The Defusing Technique: The other person might be angry and may come to the situation armed with a number of arguments describing how you are to blame for his or her unhappiness. Your goal is to address the other’s anger – and you do this by simply agreeing with the person. When you find some truth in the other point of view, it is difficult for the other person to maintain anger. For example, “I know that I said I would call you last night. You are absolutely right. I wish I could be more responsible sometimes.”
The accusation might be completely unreasonable from your viewpoint, but there is always some truth in what the other person says. At the very least, we need to acknowledge that individuals have different ways of seeing things. This does not mean that we have to compromise our own basic principles. We simply validate the other’s stance so that we can move on to a healthier resolution of the conflict. This may be hard to do in a volatile situation, but a sign of individual strength and integrity is the ability to postpone our immediate reactions in order to achieve positive goals. Sometimes we have to “lose” in order, ultimately, to “win.”
Empathy: Try to put yourself into the shoes of the other person.

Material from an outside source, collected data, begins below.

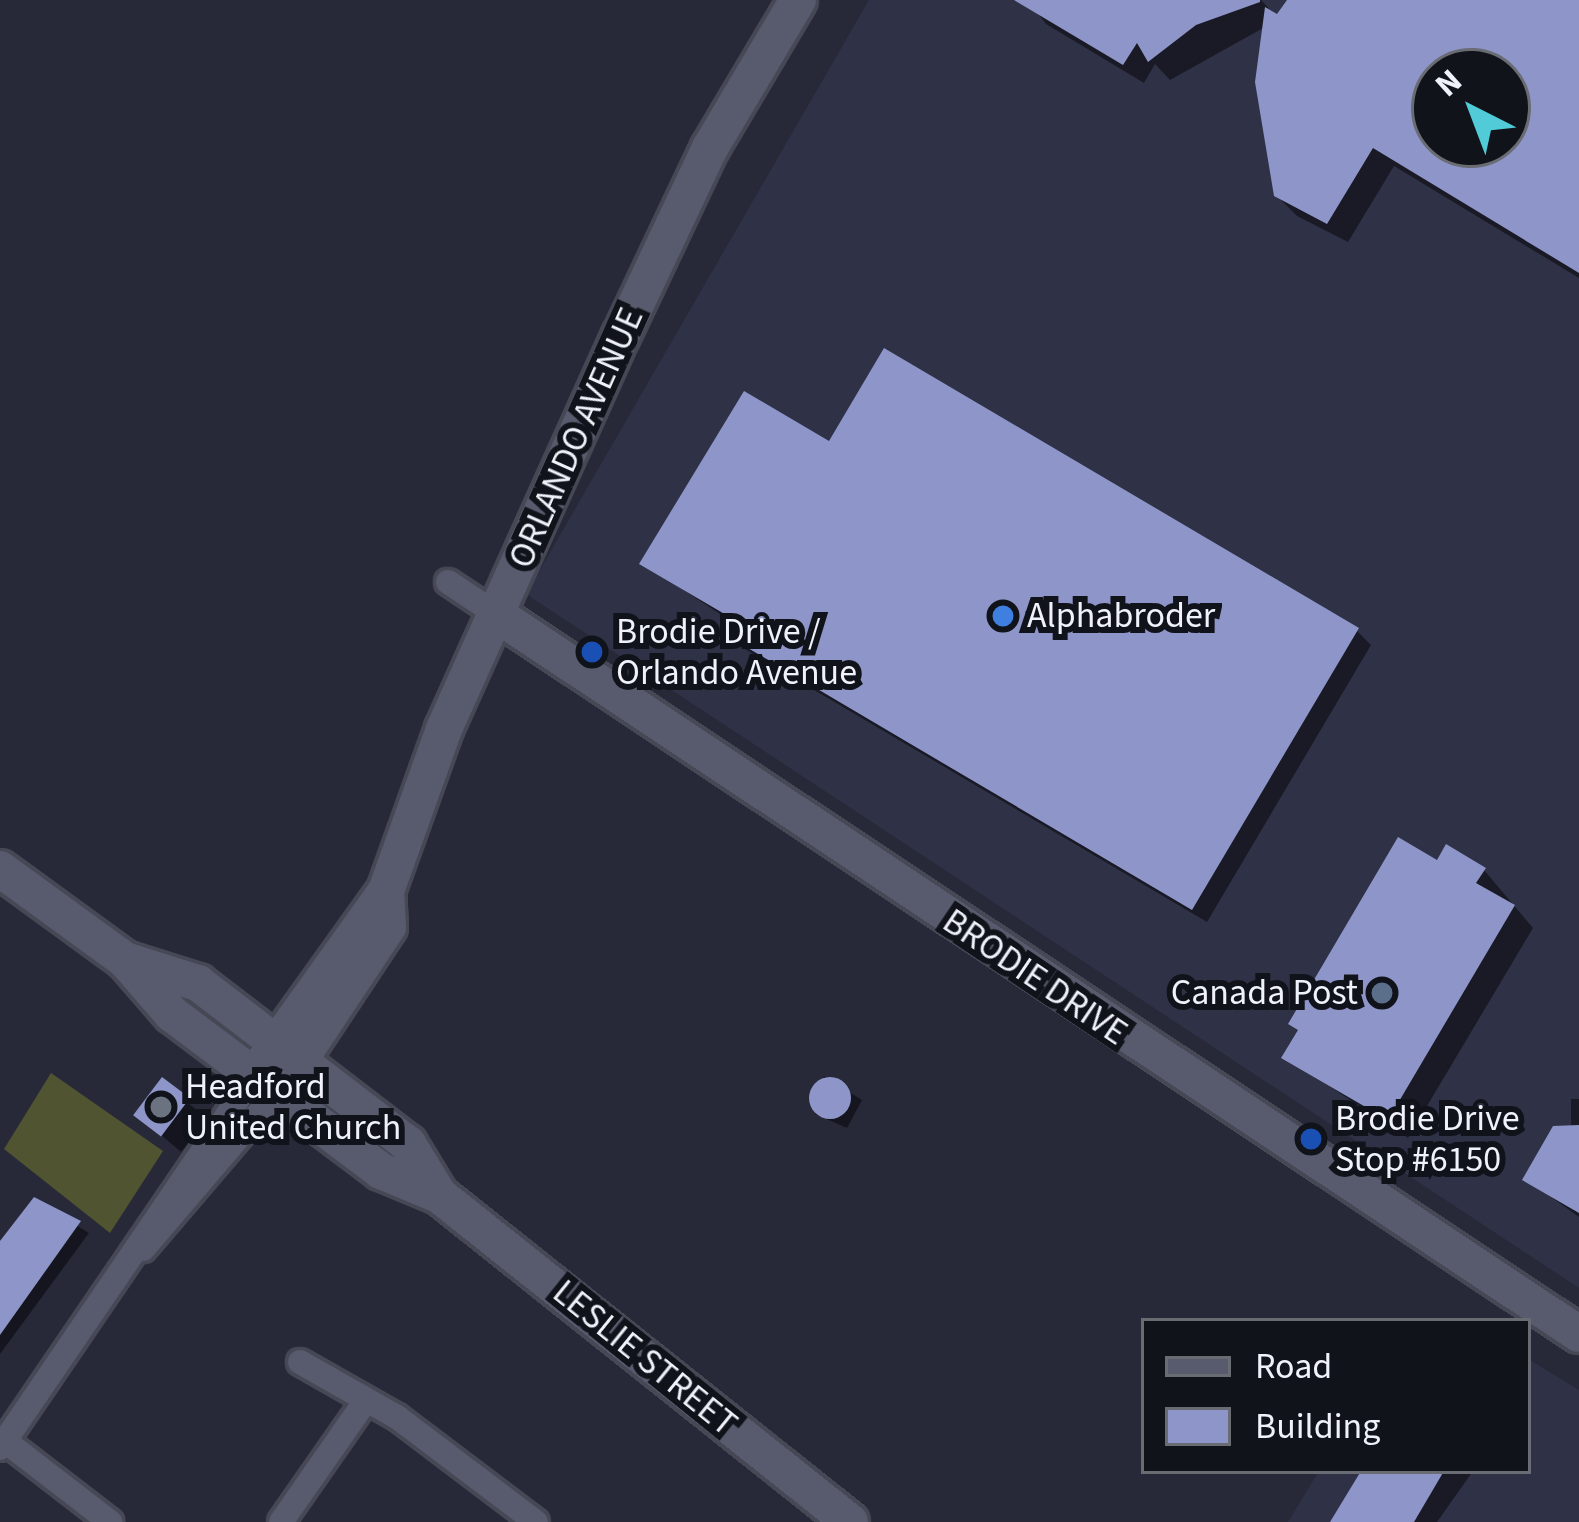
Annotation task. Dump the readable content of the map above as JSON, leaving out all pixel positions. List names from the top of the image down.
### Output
{
  "streets": {
    "street": ["ORLANDO AVENUE", "BRODIE DRIVE", "LESLIE STREET"]
  },
  "crossings": [
    ["ORLANDO AVENUE", "BRODIE DRIVE"],
    ["ORLANDO AVENUE", "LESLIE STREET"]
  ],
  "places": [
    "Alphabroder",
    "Brodie Drive / Orlando Avenue",
    "Canada Post",
    "Headford United Church",
    "Brodie Drive Stop #6150"
  ],
  "legend": ["Road", "Building"],
  "north": "top left"
}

See the world through their eyes. Empathy is an important listening technique which gives the other feedback that he or she is being heard. There are two forms of empathy. Thought Empathy gives the message that you understand what the other is trying to say. You can do this in conversation by paraphrasing the words of the other person. For example, “I understand you to say that your trust in me has been broken.” Feeling Empathy is your acknowledgment of how the other person probably feels. It is important never to attribute emotions which may not exist for the other person (such as, “You’re confused with all your emotional upheaval right now”), but rather to indicate your perception of how the person must be feeling. For example, “I guess you probably feel pretty mad at me right now.”
Exploration: Ask gentle, probing questions about what the other person is thinking and feeling. Encourage the other to talk fully about what is on his or her mind. For example, “Are there any other thoughts that you need to share with me?”

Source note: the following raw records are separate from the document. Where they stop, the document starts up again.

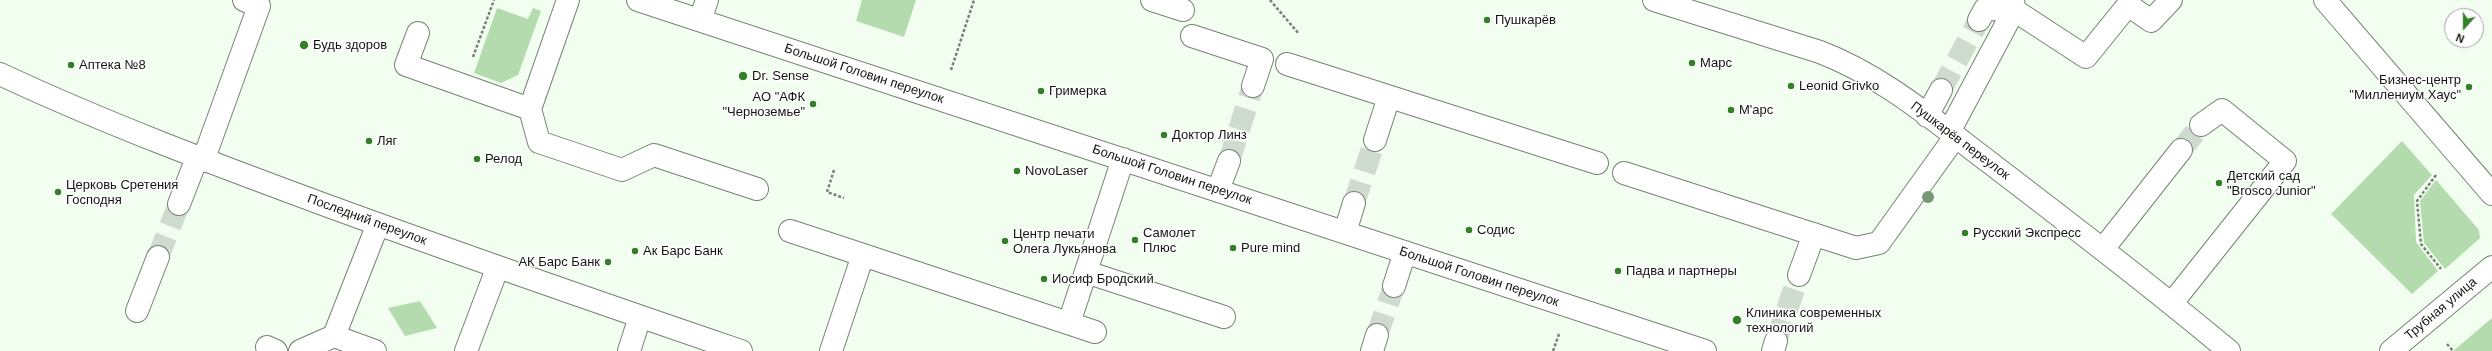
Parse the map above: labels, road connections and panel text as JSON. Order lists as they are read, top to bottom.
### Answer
{
  "streets": {
    "street": [
      "Большой Головин переулок",
      "Пушкарёв переулок",
      "Последний переулок",
      "Трубная улица"
    ]
  },
  "places": [
    "Пушкарёв",
    "Будь здоров",
    "Марс",
    "Аптека №8",
    "Dr. Sense",
    "Leonid Grivko",
    "Бизнес-центр \"Миллениум Хаус\"",
    "Гримерка",
    "АО \"АФК \"Черноземье\"",
    "М'арс",
    "Доктор Линз",
    "Ляг",
    "Релод",
    "NovoLaser",
    "Детский сад \"Brosco Junior\"",
    "Церковь Сретения Господня",
    "Содис",
    "Русский Экспресс",
    "Самолет Плюс",
    "Центр печати Олега Лукьянова",
    "Pure mind",
    "Ак Барс Банк",
    "АК Барс Банк",
    "Падва и партнеры",
    "Иосиф Бродский",
    "Клиника современных технологий"
  ],
  "north": "bottom"
}
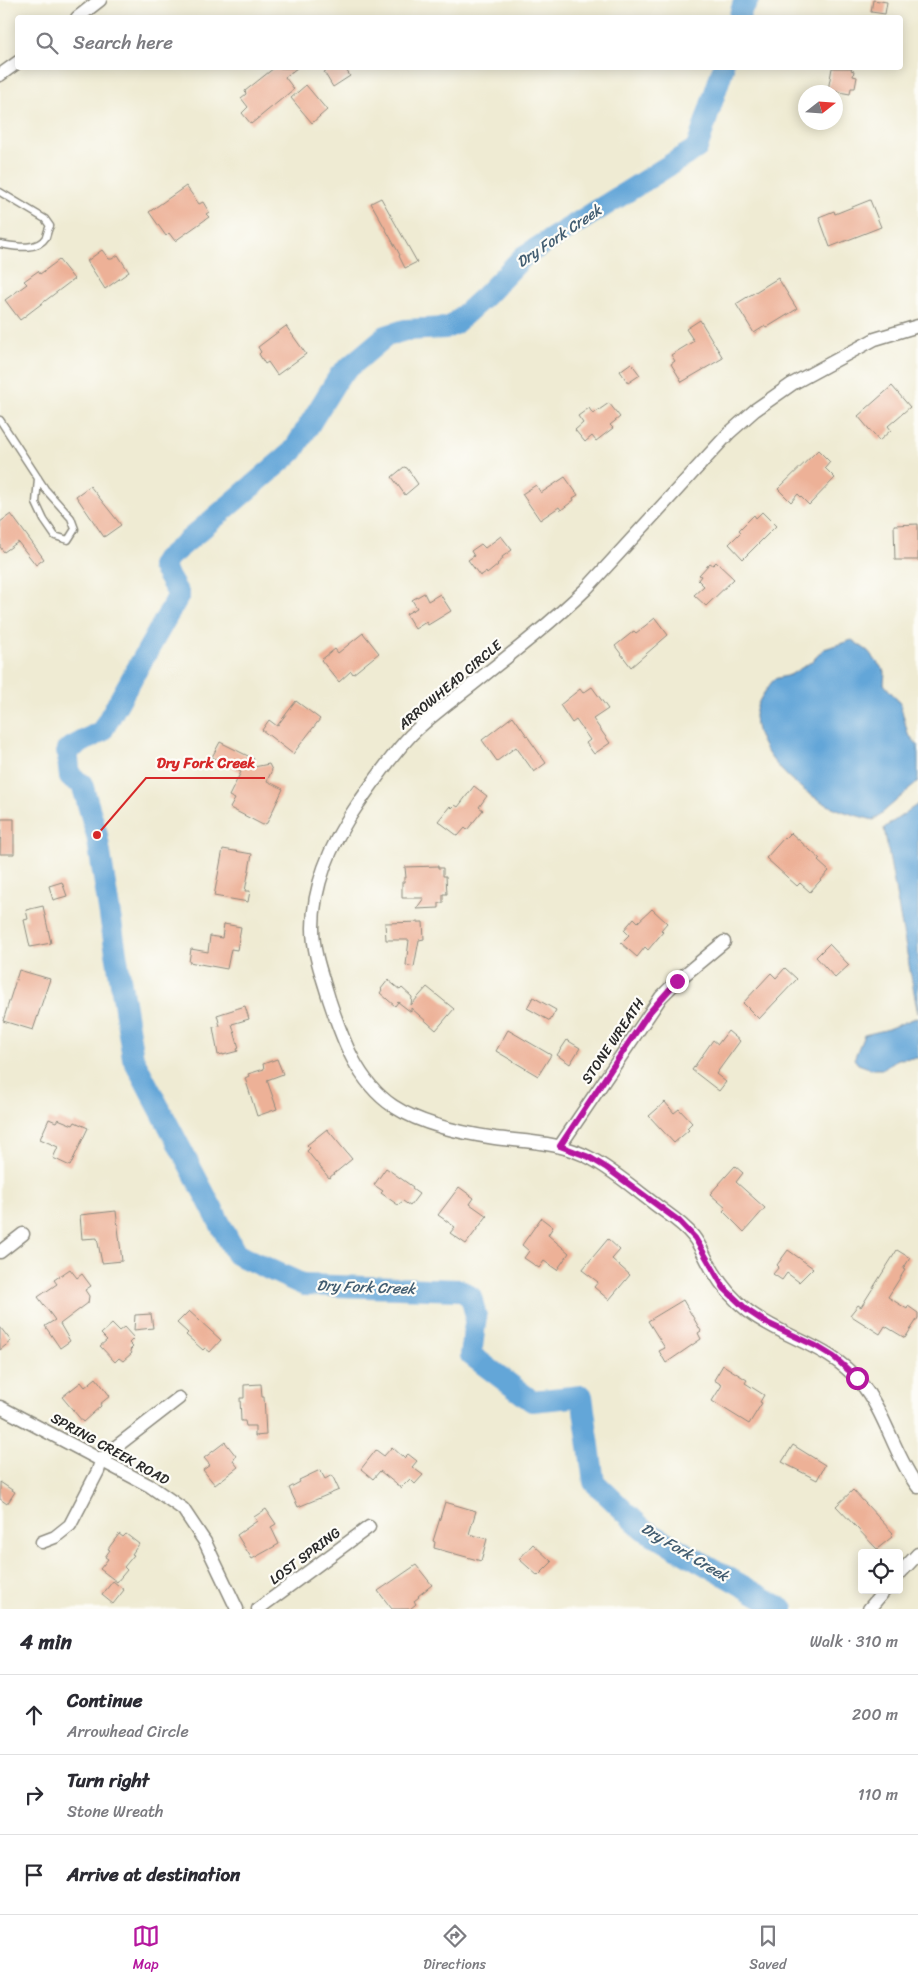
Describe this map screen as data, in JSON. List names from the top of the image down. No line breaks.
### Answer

Using “I” Statements: Take responsibility for your own thoughts rather than attributing motives to the other person. This decreases the chance that the other person will become defensive. For example, “I feel pretty upset that this thing has come between us.” This statement is much more effective than saying, “You have made me feel very upset.”
Stroking: Find positive things to say about the other person, even if the other is angry with you. Show a respectful attitude. For example, “I genuinely respect you for having the courage to bring this problem to me. I admire your strength and your caring attitude.”